Wednesday, October 3, 2012

It's October 3rd

I can read, so I read some things lately I've read an interview with Jeff Wall who is a photographer who took two years to produce one single image, "The Flooded Grave". Most of his photography has a sense of documentation and spontaneity, as if he is catching a beautiful moment or a strange moment and illuminating it to be a cinematic image. In reality he is putting an obsessive amount of work into stitching multiple sites and photos together to create a spontaneous looking site. This photo can be divided into three sections, the cemetery can be divided in two, while the hole in the ground dug from a grave is multiple shots that were taken in his studio with marine life specialists who helped create the perfect image. I love photography, but sometimes its hard to understand the technical means of creating the photograph. I love the way that this seems easy, but its not. The labor goes unnoticed without prior knowledge of the piece. It looks effortless. I thought this piece was worth sharing, it relates to my current struggle which is my cake painting. It is going by so slowly and I am not working on anything else right now, and if I continue to not work on anything else I'm going to lose my mind and only care about the cake. So I'm giving the cake a break so I can go back to my normal paintings. Poor Jeff Wall must have lost his mind thinking about the same thing everyday. 

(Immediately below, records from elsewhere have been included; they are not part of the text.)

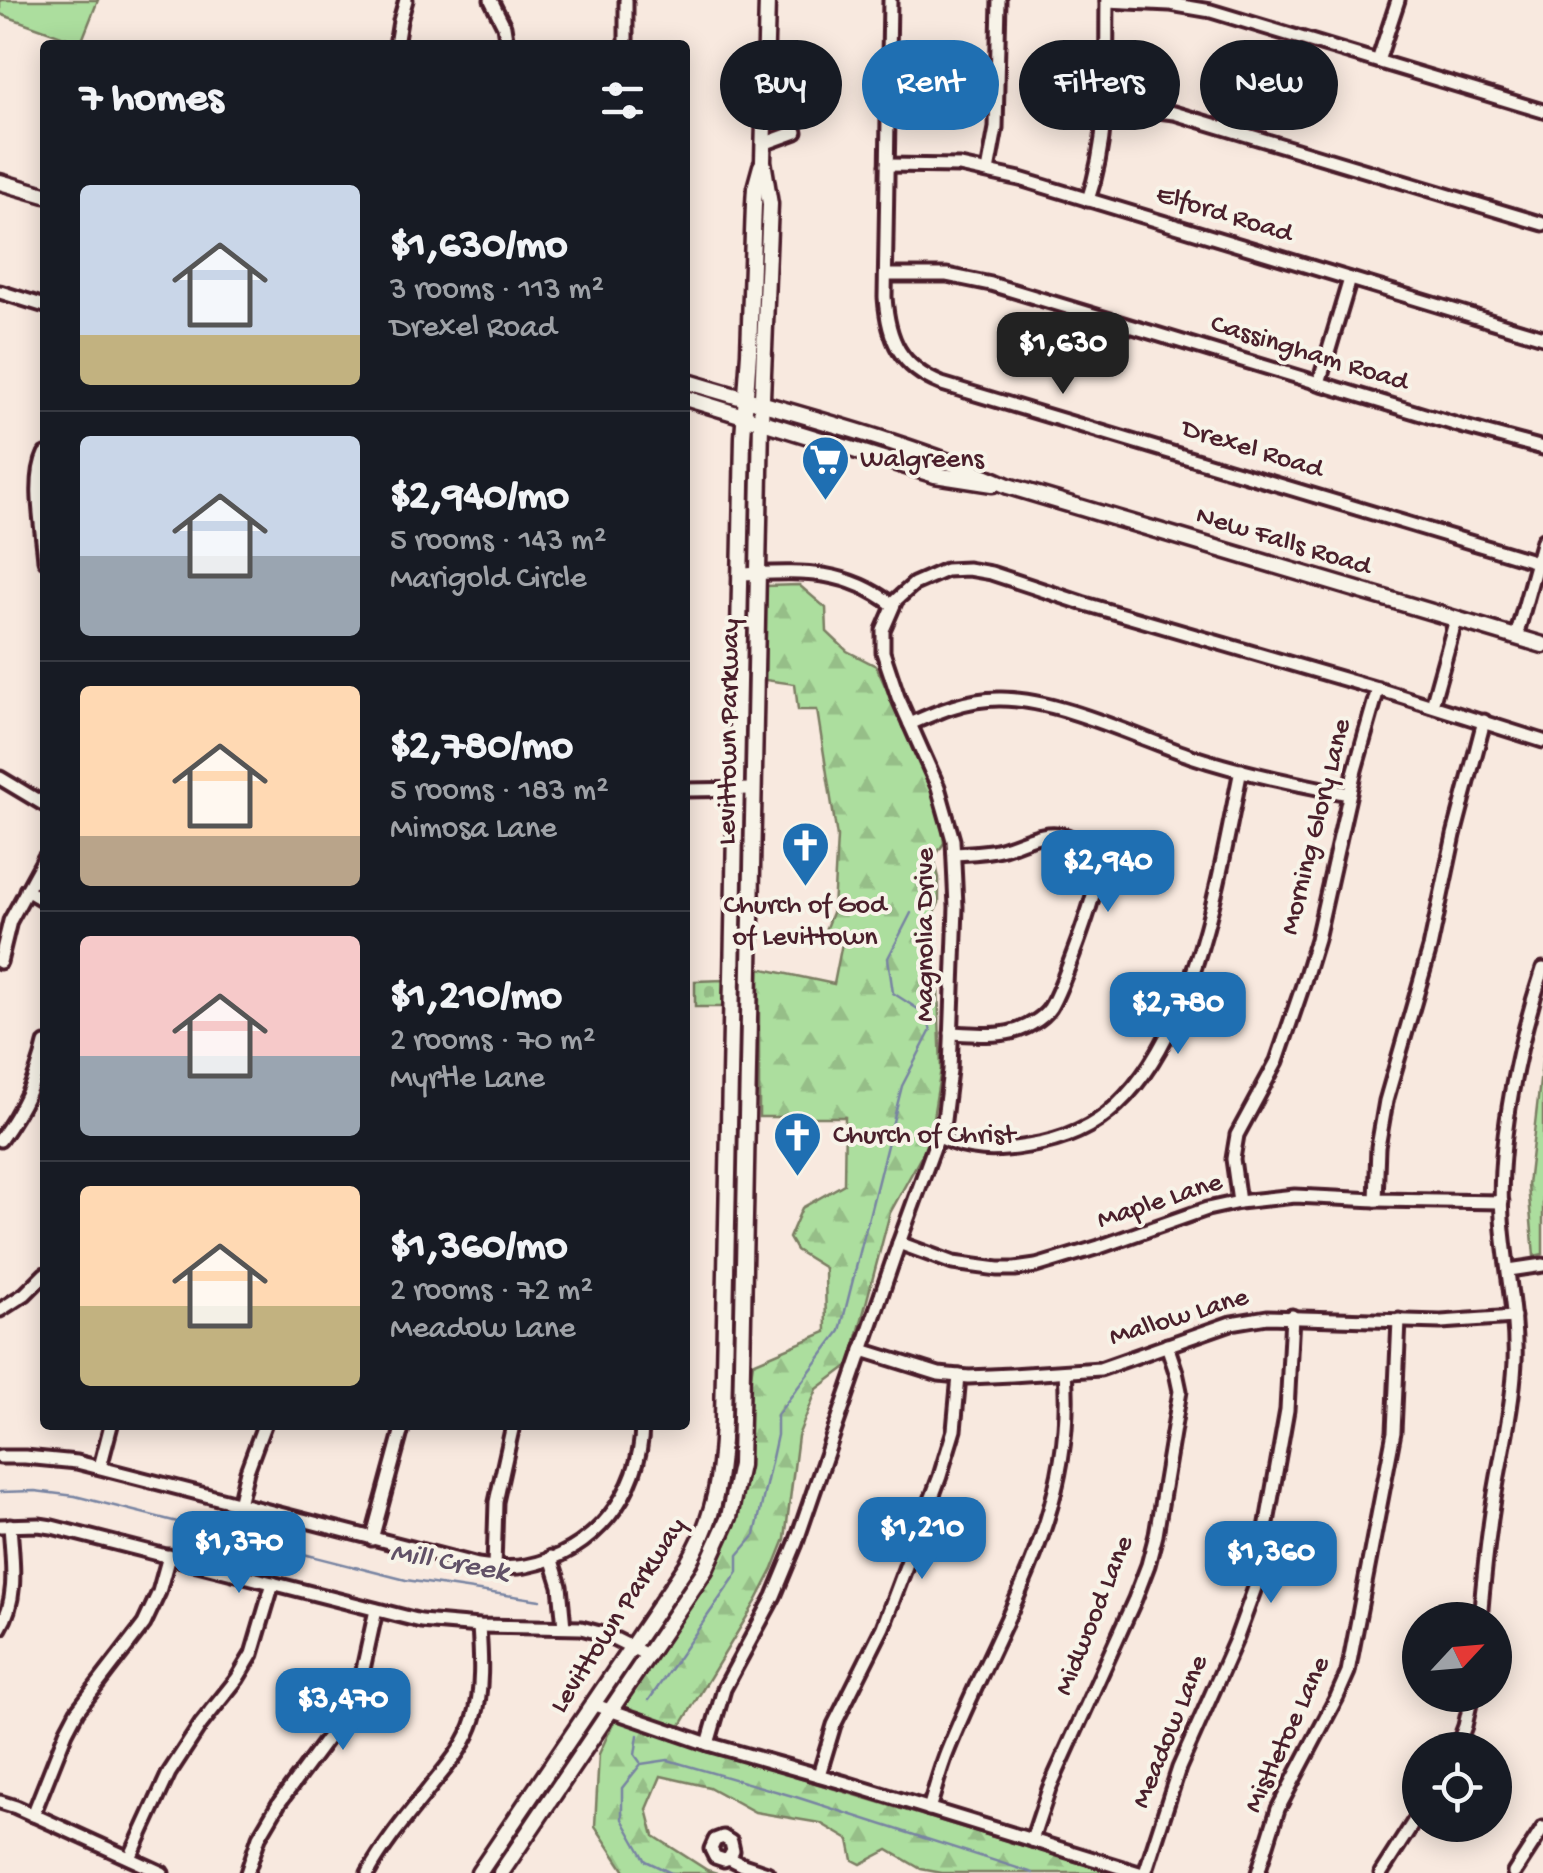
<!DOCTYPE html>
<html lang="en">
<head>
<meta charset="utf-8">
<style>
	:root { --surface:#171b24; --page:#242831; --text:#f1f3f6; --muted:#9ea1a6; --line:#363941; --accent:#1f6fb2 }
	body { margin:0; font-family:"Gochi Hand",sans-serif; background:var(--page); color:var(--text); height:100vh; display:flex; flex-direction:column; font-size:38px; white-space:nowrap }
	* { box-sizing:border-box; margin:0 }
	p { font-size:32px; color:var(--muted) }
	.icon { flex:none; width:55px; height:55px; fill:none; stroke:currentColor; stroke-width:2; stroke-linecap:round; stroke-linejoin:round }
	.map { position:relative; flex:1; overflow:hidden }
	.details { position:absolute; left:40px; top:40px; width:650px; height:1390px; display:flex; flex-direction:column; background:var(--surface); border-radius:10px; box-shadow:0 5px 25px #0003 }
	.details>* { flex:none }
	.banner { position:absolute; left:720px; top:40px; width:672px; height:90px; display:flex; gap:20px }
	.needle { width:65px; rotate:64deg }
	.buttons { position:absolute; left:1402px; top:1602px; display:grid; gap:20px }
	.buttons a { display:grid; place-items:center; width:110px; height:110px; border-radius:50%; background:var(--surface); box-shadow:0 5px 25px #0003; font-size:50px }
	.price { position:absolute; translate:-50% -85px; padding:0 22px; border-radius:20px; background:var(--accent); color:#fff; font-size:32px; line-height:65px; filter:drop-shadow(0 2px 5px #0008) }
	.price::after { content:''; position:absolute; left:50%; top:60px; width:30px; height:22px; margin-left:-15px; background:inherit; clip-path:polygon(0 0,100% 0,50% 100%) }
	.price.current { background:#222; color:#fff }
	ul { padding:0; list-style:none }
	li { display:flex; align-items:center; gap:30px; height:250px; padding:0 40px }
	li+li { border-top:2px solid var(--line) }
	li span { display:grid; place-items:center; flex:none; width:280px; height:200px; border-radius:10px; color:#555 }
	li>.icon { margin-inline-start:auto }
	span .icon { width:120px; height:120px; fill:#fffc; stroke-width:1 }
	li b { font-size:42px }
	h2 { display:flex; justify-content:space-between; align-items:center; height:120px; padding:0 40px; font-size:42px }
	.chip { padding:0 35px; border-radius:45px; background:var(--surface); box-shadow:0 5px 25px #0003; font-size:35px; line-height:90px }
	.chip.current { background:var(--accent); color:#fff }
	.map>svg:first-child { display:block }
	.forest { fill:url(#forest-firs); stroke:#7b7e64; stroke-width:2.5 }
	.cemetery { fill:url(#cemetery-stones); stroke:#7b7e64; stroke-width:2.5 }
	.pitch { fill:#acde9e; stroke:#7b7e64; stroke-width:2.5 }
	.lines { fill:none; stroke-linecap:round; stroke-linejoin:round }
	.stream { stroke:#7884a2; stroke-width:2.5 }
	.minor-casing { stroke:#4a1f2b; stroke-width:19 }
	.major-casing { stroke:#4a1f2b; stroke-width:21 }
	.minor { stroke:#f7f3e8; stroke-width:11 }
	.major { stroke:#f7f3e8; stroke-width:14 }
	.labels { text-anchor:middle; dominant-baseline:central; stroke-width:8; stroke-linejoin:round; paint-order:stroke }
	.street-label { font-size:28px; fill:#4a1f2b; stroke:#f7f3e8 }
	.poi-label { font-size:28px; fill:#4a1f2b; stroke:#f7f3e8; text-anchor:start }
	.water-label { font-size:30px; font-style:italic; fill:#615167; stroke:#f7f3e8 }
</style>
</head>
<body>
<div class="map">
<svg width="1543" height="1873" viewBox="0 0 1543 1873">
	<defs>
		<pattern id="forest-firs" width="22" height="20" patternUnits="userSpaceOnUse" patternTransform="scale(2.5)"><rect width="22" height="20" fill="#acde9e"/><path d="M5 1l3.5 6h-7zM16 11l3.5 6h-7z" fill="#96be88"/></pattern>
		<pattern id="cemetery-stones" width="16" height="16" patternUnits="userSpaceOnUse" patternTransform="scale(2.5)"><rect width="16" height="16" fill="#acde9e"/><path d="M2 7V4a2 2 0 0 1 4 0v3zM10 15v-3a2 2 0 0 1 4 0v3z" fill="#96be88"/></pattern>
	</defs>
	<rect width="100%" height="100%" fill="#f8e9df"/>
	<filter id="ink" filterUnits="userSpaceOnUse"><feTurbulence type="fractalNoise" baseFrequency=".01" numOctaves="2"/><feDisplacementMap in="SourceGraphic" scale="20" xChannelSelector="R" yChannelSelector="G"/><feConvolveMatrix kernelMatrix="1 2 1 2 8 2 1 2 1" color-interpolation-filters="sRGB"/></filter>
	<g filter="url(#ink)">
		<g class="forest">
			<path d="M799,585L826,608L827,632L847,651L876,666L921,764L940,813L944,843L934,858L939,878V903L930,921L938,988L941,1069L929,1142L890,1213L850,1364L817,1389L798,1436L785,1539L773,1569L757,1600L672,1740L1114,1873H942L921,1869L888,1850L861,1864L853,1860L849,1840L820,1823L755,1812L709,1787L661,1776L647,1809L654,1836L707,1870L717,1873H626L595,1826L599,1754L615,1719L640,1676L689,1605L741,1495L748,1394L753,1363L826,1332L825,1268L796,1250L789,1238L802,1208L844,1184L845,1117H759V968L834,984L843,938H822L833,910L837,837L817,710H798L795,684L765,680V586Z"/>
			<path d="M1543,1055V1254L1534,1256L1528,1185Z"/>
		</g>
		<path class="cemetery" d="M724,980V1007H695V981Z"/>
		<path class="pitch" d="M0,0H98L81,43L0,14Z"/>
		<g class="lines">
			<g class="stream">
				<path d="M0,1492L35,1491L75,1496L406,1580L540,1600"/>
				<path d="M649,1700L738,1572V1555L755,1535L777,1435V1415L840,1331L902,1086L931,1030L924,1013L893,993L888,958L911,913"/>
				<path d="M638,1735L635,1755L640,1762"/>
				<path d="M671,1873L646,1861L622,1819V1788L641,1764L668,1760L796,1797L1033,1873"/>
			</g>
			<defs>
				<g id="minor">
					<path d="M491,0L504,26L507,45"/>
					<path d="M890,0L885,297C888,340 900,367 942,384L1543,564"/>
					<path d="M1107,1L1170,4L1211,11L1543,111"/>
					<path d="M396,45L400,21L406,0"/>
					<path d="M626,45V0"/>
					<path d="M1378,61L1398,0"/>
					<path d="M1105,110L1142,109L1174,113L1543,224"/>
					<path d="M763,144L796,132"/>
					<path d="M887,165L960,166L1020,179L1543,337"/>
					<path d="M988,171L996,128L999,0"/>
					<path d="M1088,200C1110,135 1106,68 1107,0"/>
					<path d="M886,275H947L991,284L1461,426L1543,448"/>
					<path d="M0,292L45,306"/>
					<path d="M1319,383L1350,279"/>
					<path d="M45,454C32,481 43,531 45,560"/>
					<path d="M739,574C799,572 843,567 893,605"/>
					<path d="M1516,637L1543,540"/>
					<path d="M1432,705L1456,619"/>
					<path d="M910,724C939,711 967,699 999,699C1055,698 1137,737 1191,756C1242,773 1296,784 1349,794"/>
					<path d="M0,778L45,805"/>
					<path d="M685,790L753,789"/>
					<path d="M26,890L45,901"/>
					<path d="M0,962L10,921L45,857"/>
					<path d="M951,1033C979,1034 1008,1039 1033,1023C1040,1019 1046,1014 1050,1008C1060,992 1097,895 1096,878C1095,860 1084,843 1067,836C1043,828 1022,844 1000,849C985,853 970,853 954,854"/>
					<path d="M939,1137C970,1152 995,1152 1028,1146C1061,1141 1093,1128 1117,1105C1196,1031 1220,872 1241,770"/>
					<path d="M0,1140C21,1111 37,1079 45,1044"/>
					<path d="M1376,1200L1378,1147L1386,1101L1430,948L1454,835L1484,721"/>
					<path d="M1239,1202L1233,1159L1237,1135L1277,1061L1303,985L1317,939L1355,770L1378,689"/>
					<path d="M899,1243L953,1263L998,1269H1015L1036,1266L1099,1247L1207,1209L1239,1202L1295,1196L1376,1200L1502,1202"/>
					<path d="M1509,1270L1543,1265"/>
					<path d="M0,1310L25,1294L45,1274"/>
					<path d="M862,1350L939,1374L969,1377L1012,1375L1100,1369L1231,1323L1267,1317L1441,1322L1514,1317"/>
					<path d="M0,1457H25L77,1462L478,1565C494,1567 510,1569 526,1566C594,1553 641,1493 642,1425"/>
					<path d="M100,1467L111,1425"/>
					<path d="M239,1504L247,1471L264,1425"/>
					<path d="M0,1526L39,1525L52,1527L421,1621L479,1626L581,1628L607,1635L647,1655"/>
					<path d="M372,1539L403,1425"/>
					<path d="M551,1557L560,1586L564,1627"/>
					<path d="M494,1567L496,1502L513,1425"/>
					<path d="M1480,1620C1484,1572 1489,1524 1498,1476C1505,1438 1513,1401 1515,1362C1517,1314 1505,1266 1502,1218C1497,1142 1519,1041 1543,969"/>
					<path d="M0,1628C19,1597 12,1560 10,1525"/>
					<path d="M592,1704L708,1744L846,1783L1139,1873"/>
					<path d="M708,1744L724,1689L774,1596L796,1543L899,1243L944,1120L950,1070L956,907L953,840L938,787L898,697L883,652V630L896,600L914,584L946,570L968,569L991,573L1082,603L1378,689L1543,741"/>
					<path d="M1456,1750L1465,1726L1472,1695"/>
					<path d="M819,1775L834,1725L883,1627L940,1476L954,1430L959,1376"/>
					<path d="M0,1802L16,1807L162,1873"/>
					<path d="M929,1809C935,1790 940,1769 948,1750C998,1625 1077,1514 1065,1372"/>
					<path d="M33,1815L66,1732L77,1711L144,1624L159,1592L169,1556"/>
					<path d="M1032,1840L1049,1789L1135,1599L1148,1565L1156,1535L1180,1391L1176,1372L1167,1345"/>
					<path d="M130,1858L169,1773L201,1724L237,1679L252,1654L273,1583"/>
					<path d="M729,1858L733,1851L731,1842L723,1837L715,1840L711,1849L715,1857L724,1860L729,1858L743,1865L767,1873"/>
					<path d="M247,1873L259,1837L279,1803L346,1713L362,1674L376,1610"/>
					<path d="M368,1873C386,1841 410,1813 432,1785C449,1764 466,1745 474,1719C483,1691 481,1656 479,1626"/>
					<path d="M1145,1873L1179,1768L1237,1637L1256,1585L1287,1410L1292,1316"/>
					<path d="M1258,1873L1278,1809L1337,1697L1348,1672L1394,1432L1399,1320"/>
					<path d="M1381,1873L1420,1812"/>
					<path d="M1514,1873L1543,1828"/>
				</g>
				<g id="major">
					<path d="M0,182L45,195"/>
					<path d="M685,381C793,414 905,440 1008,486L1543,645"/>
					<path d="M685,398L935,475L993,484"/>
					<path d="M479,1873L687,1565C716,1516 721,1476 723,1420L743,437L749,353L754,204L755,188L761,166"/>
					<path d="M501,1873L705,1570L729,1517L740,1465L761,422L770,204L763,161L767,0"/>
				</g>
			</defs>
			<use href="#minor" class="minor-casing"/>
			<use href="#major" class="major-casing"/>
			<use href="#minor" class="minor"/>
			<use href="#major" class="major"/>
		</g>
	</g>
	<defs>
		<symbol id="supermarket-pin" viewBox="-11 -11 22 30"><path d="M0 17L-7.5 6A9.5 9.5 0 1 1 7.5 6Z" fill="#1f6fb2" stroke="#f7f3e8"/><path d="M-6-5.5h2.5l.6 2H6L4.5 2H-2.5L-4.4-4H-6ZM-1.5 3.2a1.3 1.3 0 1 0 .1 0ZM3 3.2a1.3 1.3 0 1 0 .1 0Z" fill="#fff"/></symbol>
		<symbol id="church-pin" viewBox="-11 -11 22 30"><path d="M0 17L-7.5 6A9.5 9.5 0 1 1 7.5 6Z" fill="#1f6fb2" stroke="#f7f3e8"/><path d="M-1.2-6h2.4v3.5h3.3v2.4h-3.3V6h-2.4V-.1h-3.3v-2.4h3.3Z" fill="#fff"/></symbol>
	</defs>
	<g fill-rule="evenodd">
		<use href="#supermarket-pin" x="798" y="432" width="55" height="75"/>
		<use href="#church-pin" x="778" y="818" width="55" height="75"/>
		<use href="#church-pin" x="770" y="1108" width="55" height="75"/>
	</g>
	<g class="labels">
		<g class="street-label">
			<text transform="translate(1224 215) rotate(17)">Elford Road</text>
			<text transform="translate(1309 354) rotate(17)">Cassingham Road</text>
			<text transform="translate(1252 450) rotate(17)">Drexel Road</text>
			<text transform="translate(1283 542) rotate(17)">New Falls Road</text>
			<text transform="translate(730 732) rotate(-89)">Levittown Parkway</text>
			<text transform="translate(1317 827) rotate(-76)">Morning Glory Lane</text>
			<text transform="translate(926 935) rotate(-90)">Magnolia Drive</text>
			<text transform="translate(1160 1202) rotate(-18)">Maple Lane</text>
			<text transform="translate(1179 1318) rotate(-17)">Mallow Lane</text>
			<text transform="translate(619 1616) rotate(-57)">Levittown Parkway</text>
			<text transform="translate(1095 1616) rotate(-68)">Midwood Lane</text>
			<text transform="translate(1171 1732) rotate(-68)">Meadow Lane</text>
			<text transform="translate(1288 1735) rotate(-65)">Mistletoe Lane</text>
		</g>
		<g class="poi-label">
			<text x="860" y="460">Walgreens</text>
			<text x="805" y="906" text-anchor="middle">Church of God<tspan x="805" dy="32">of Levittown</tspan></text>
			<text x="833" y="1136">Church of Christ</text>
		</g>
		<g class="water-label">
			<text transform="translate(449 1564) rotate(10)">Mill Creek</text>
		</g>
	</g>
</svg>
<div class="buttons">
<a><svg class="needle" viewBox="-14 -14 28 28"><path d="M0-13l5 13h-10z" fill="#e53935"/><path d="M0 13l5-13h-10z" fill="#9ea1a6"/></svg></a>
<a><svg class="icon" aria-label="locate" viewBox="0 0 24 24"><circle cx="12" cy="12" r="6"/><path d="M12 2v4M12 18v4M2 12h4M18 12h4"/></svg></a>
</div>
<b class="price current" style="left:1063px;top:397px">$1,630</b>
<b class="price" style="left:1108px;top:915px">$2,940</b>
<b class="price" style="left:1178px;top:1057px">$2,780</b>
<b class="price" style="left:922px;top:1582px">$1,210</b>
<b class="price" style="left:239px;top:1596px">$1,370</b>
<b class="price" style="left:1271px;top:1606px">$1,360</b>
<b class="price" style="left:343px;top:1753px">$3,470</b>
<div class="banner">
<a class="chip">Buy</a>
<a class="chip current">Rent</a>
<a class="chip">Filters</a>
<a class="chip">New</a>
</div>
<section class="details">
<h2>7 homes<svg class="icon" aria-label="filters" viewBox="0 0 24 24"><path d="M4 7h16M4 17h16"/><circle cx="9" cy="7" r="2"/><circle cx="15" cy="17" r="2"/></svg></h2>
<ul>
<li><span style="background:linear-gradient(#c9d6e8 75%,#c2b280 0)"><svg class="icon" aria-label="home" viewBox="0 0 24 24"><path d="M3 11l9-7 9 7M6 9v11h12V9"/></svg></span><div><b>$1,630/mo</b><p>3 rooms · 113 m²</p><p>Drexel Road</p></div></li>
<li><span style="background:linear-gradient(#c9d6e8 60%,#9aa5b1 0)"><svg class="icon" aria-label="home" viewBox="0 0 24 24"><path d="M3 11l9-7 9 7M6 9v11h12V9"/></svg></span><div><b>$2,940/mo</b><p>5 rooms · 143 m²</p><p>Marigold Circle</p></div></li>
<li><span style="background:linear-gradient(#ffd9b3 75%,#b9a48a 0)"><svg class="icon" aria-label="home" viewBox="0 0 24 24"><path d="M3 11l9-7 9 7M6 9v11h12V9"/></svg></span><div><b>$2,780/mo</b><p>5 rooms · 183 m²</p><p>Mimosa Lane</p></div></li>
<li><span style="background:linear-gradient(#f6c9c9 60%,#9aa5b1 0)"><svg class="icon" aria-label="home" viewBox="0 0 24 24"><path d="M3 11l9-7 9 7M6 9v11h12V9"/></svg></span><div><b>$1,210/mo</b><p>2 rooms · 70 m²</p><p>Myrtle Lane</p></div></li>
<li><span style="background:linear-gradient(#ffd9b3 60%,#c2b280 0)"><svg class="icon" aria-label="home" viewBox="0 0 24 24"><path d="M3 11l9-7 9 7M6 9v11h12V9"/></svg></span><div><b>$1,360/mo</b><p>2 rooms · 72 m²</p><p>Meadow Lane</p></div></li>
</ul>
</section>
</div>
</body>
</html>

He speaks really nicely about the process of making it, he seems really excited about making it rather than talking about the ideas behind it. He has these wonderful ideas about the versatility of a single image and how many realities it can contain.  A small snippet from the interview :


Jan Tumlir: Thomas Crow described your use of digital technology as opening up the "occult potential" of, I suppose, representation. How do you understand that word, "occult," in regard to what you're doing here?

Jeff Wall: I think it has to do with the fact that, before photography, the coexistence of separate domains in pictures was taken for granted. Paintings showed angels or demons interacting with humans, for example, as a routine matter, because it is routine within the nature of the medium. Painting and drawing make no demand as to the ontological consistency of the things being depicted; they don't have any means to do so, and that's one of the main reasons they've been so significant in the history of the imagination. Photography seemed to be something quite different, at the beginning; it seemed to prove that there was only one world, not many-one visible world, anyway. But I think that is only a suggestion made by photography, not a conclusion. And the suggestion can be taken in so many different ways. I think photography, by nature, does have artistically legitimate routes of access into the aesthetic of "multiple worlds," of "imaginary ontologies." 







Definitely worth a read if you get a chance.